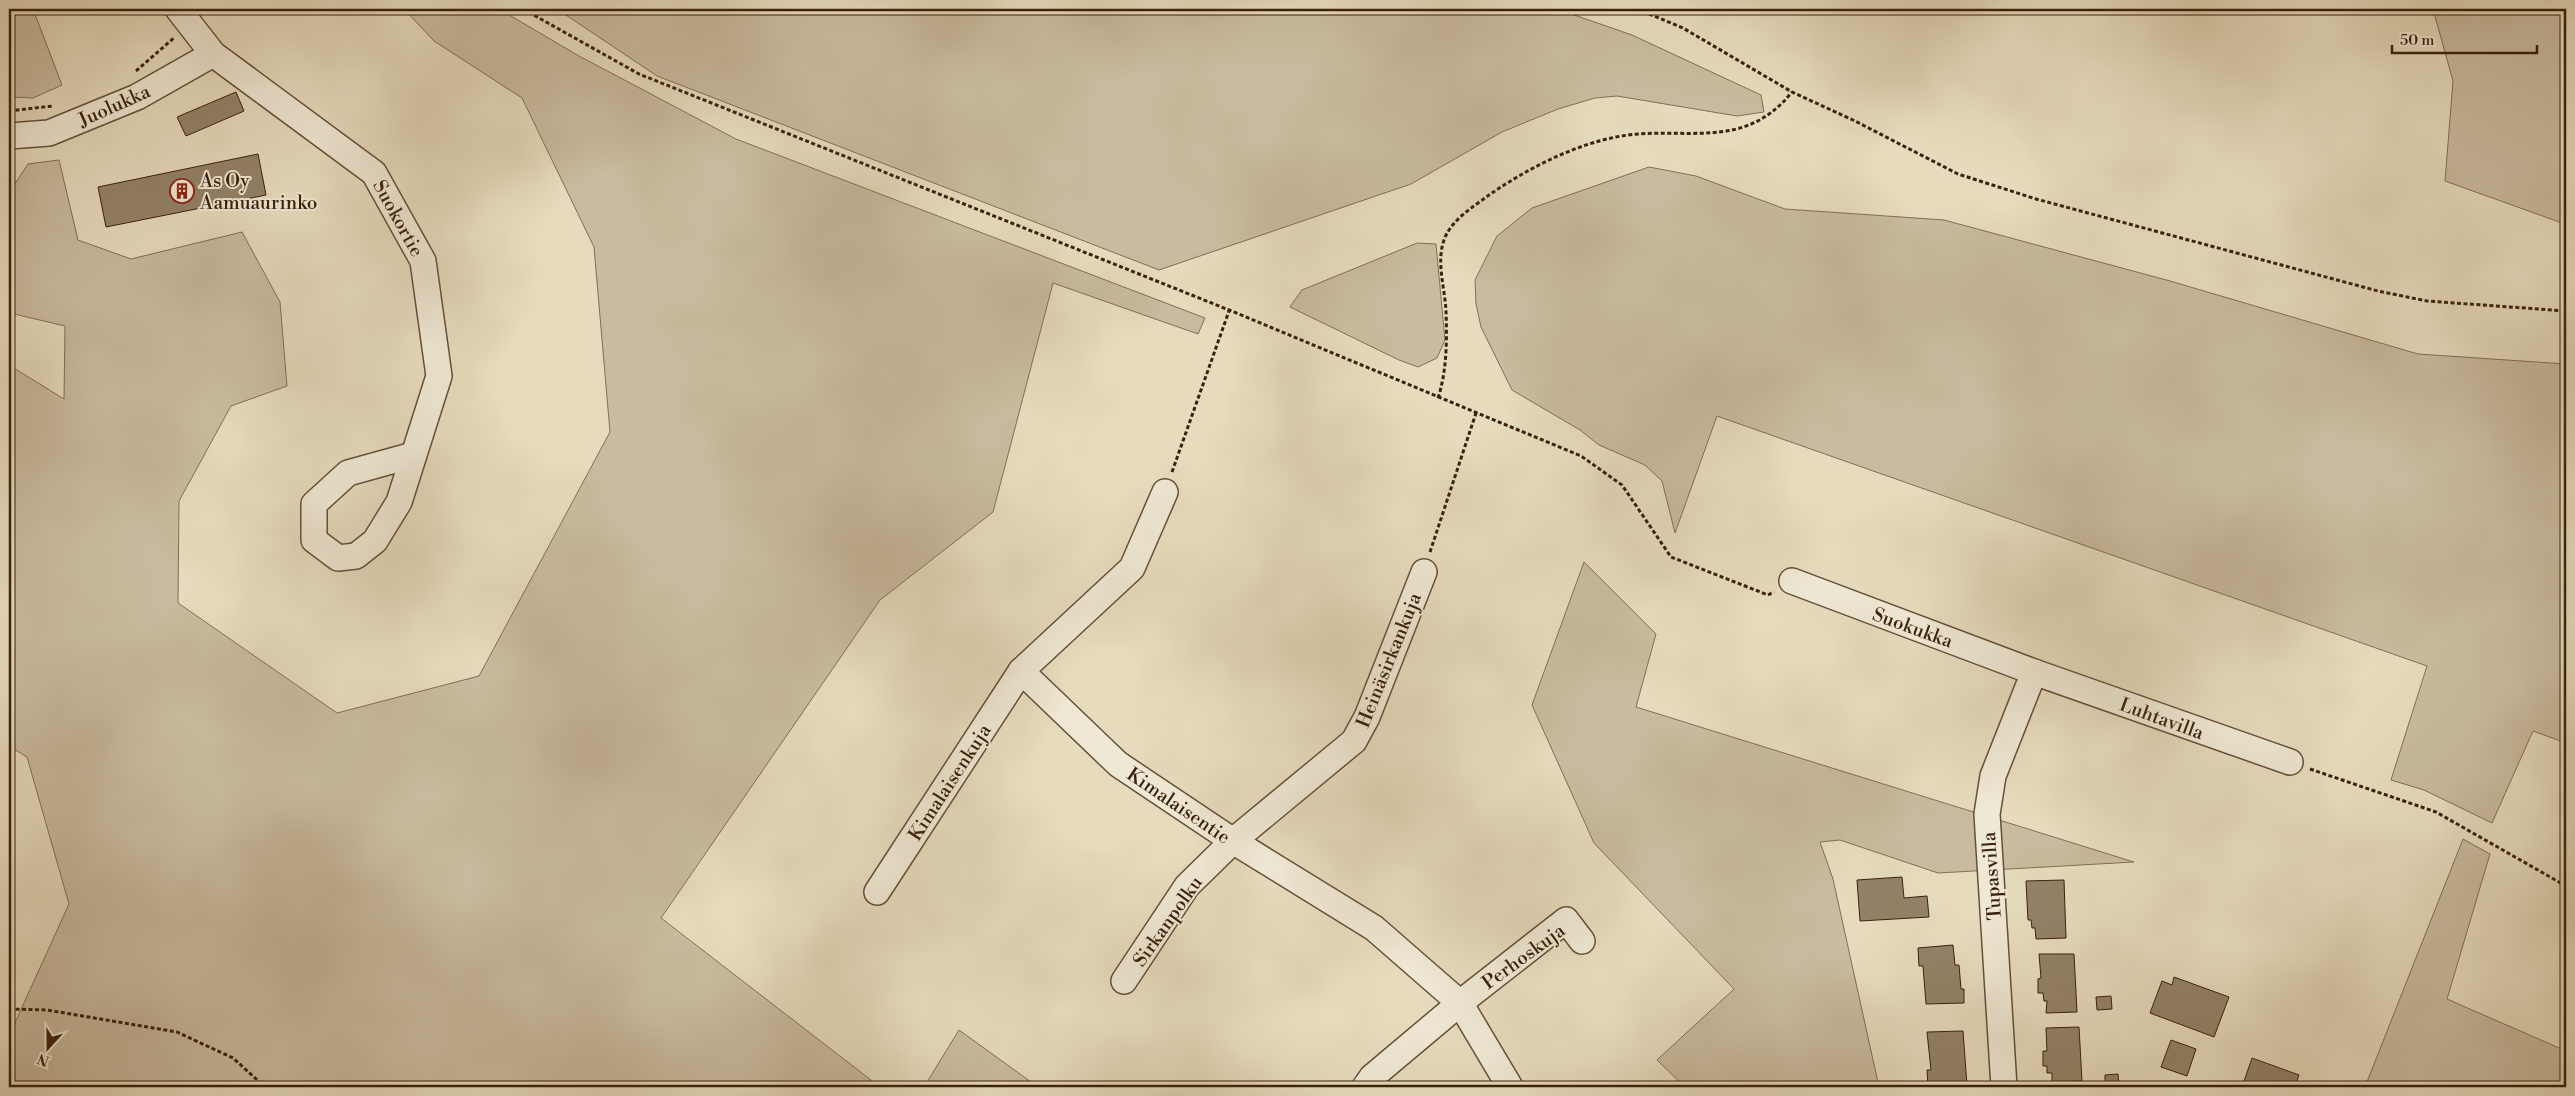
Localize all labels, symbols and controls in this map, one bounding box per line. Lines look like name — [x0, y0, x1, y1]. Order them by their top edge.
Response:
scale bar — [2392, 22, 2538, 54]
text: 50 m — [2400, 31, 2434, 50]
street label: Juolukka — [74, 79, 154, 133]
place label: As Oy Aamuaurinko — [199, 169, 318, 215]
street label: Suokortie — [367, 176, 429, 261]
building icon: As Oy Aamuaurinko — [169, 178, 195, 204]
street label: Heinäsirkankuja — [1351, 589, 1427, 731]
street label: Suokukka — [1869, 602, 1956, 654]
street label: Luhtavilla — [2116, 693, 2207, 745]
street label: Kimalaisenkuja — [903, 719, 997, 845]
street label: Kimalaisentie — [1122, 762, 1235, 849]
street label: Tupasvilla — [1977, 831, 2007, 921]
street label: Sirkanpolku — [1128, 871, 1208, 972]
street label: Perhoskuja — [1477, 918, 1570, 995]
north arrow — [22, 1024, 72, 1074]
text: N — [35, 1049, 52, 1070]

- - - - -

» **Exercise goal**: Omit every picture, then repeat the remaining data exactly as it appears above.

» **Answer box**:
Localize all labels, symbols and controls in this map, one bounding box per line. Lines look like name — [x0, y0, x1, y1]. Order them by their top edge.
Response:
scale bar — [2392, 22, 2538, 54]
text: 50 m — [2400, 31, 2434, 50]
street label: Juolukka — [74, 79, 154, 133]
place label: As Oy Aamuaurinko — [199, 169, 318, 215]
street label: Suokortie — [367, 176, 429, 261]
building icon: As Oy Aamuaurinko — [169, 178, 195, 204]
street label: Heinäsirkankuja — [1351, 589, 1427, 731]
street label: Suokukka — [1869, 602, 1956, 654]
street label: Luhtavilla — [2116, 693, 2207, 745]
street label: Kimalaisenkuja — [903, 719, 997, 845]
street label: Kimalaisentie — [1122, 762, 1235, 849]
street label: Tupasvilla — [1977, 831, 2007, 921]
street label: Sirkanpolku — [1128, 871, 1208, 972]
street label: Perhoskuja — [1477, 918, 1570, 995]
north arrow — [22, 1024, 72, 1074]
text: N — [35, 1049, 52, 1070]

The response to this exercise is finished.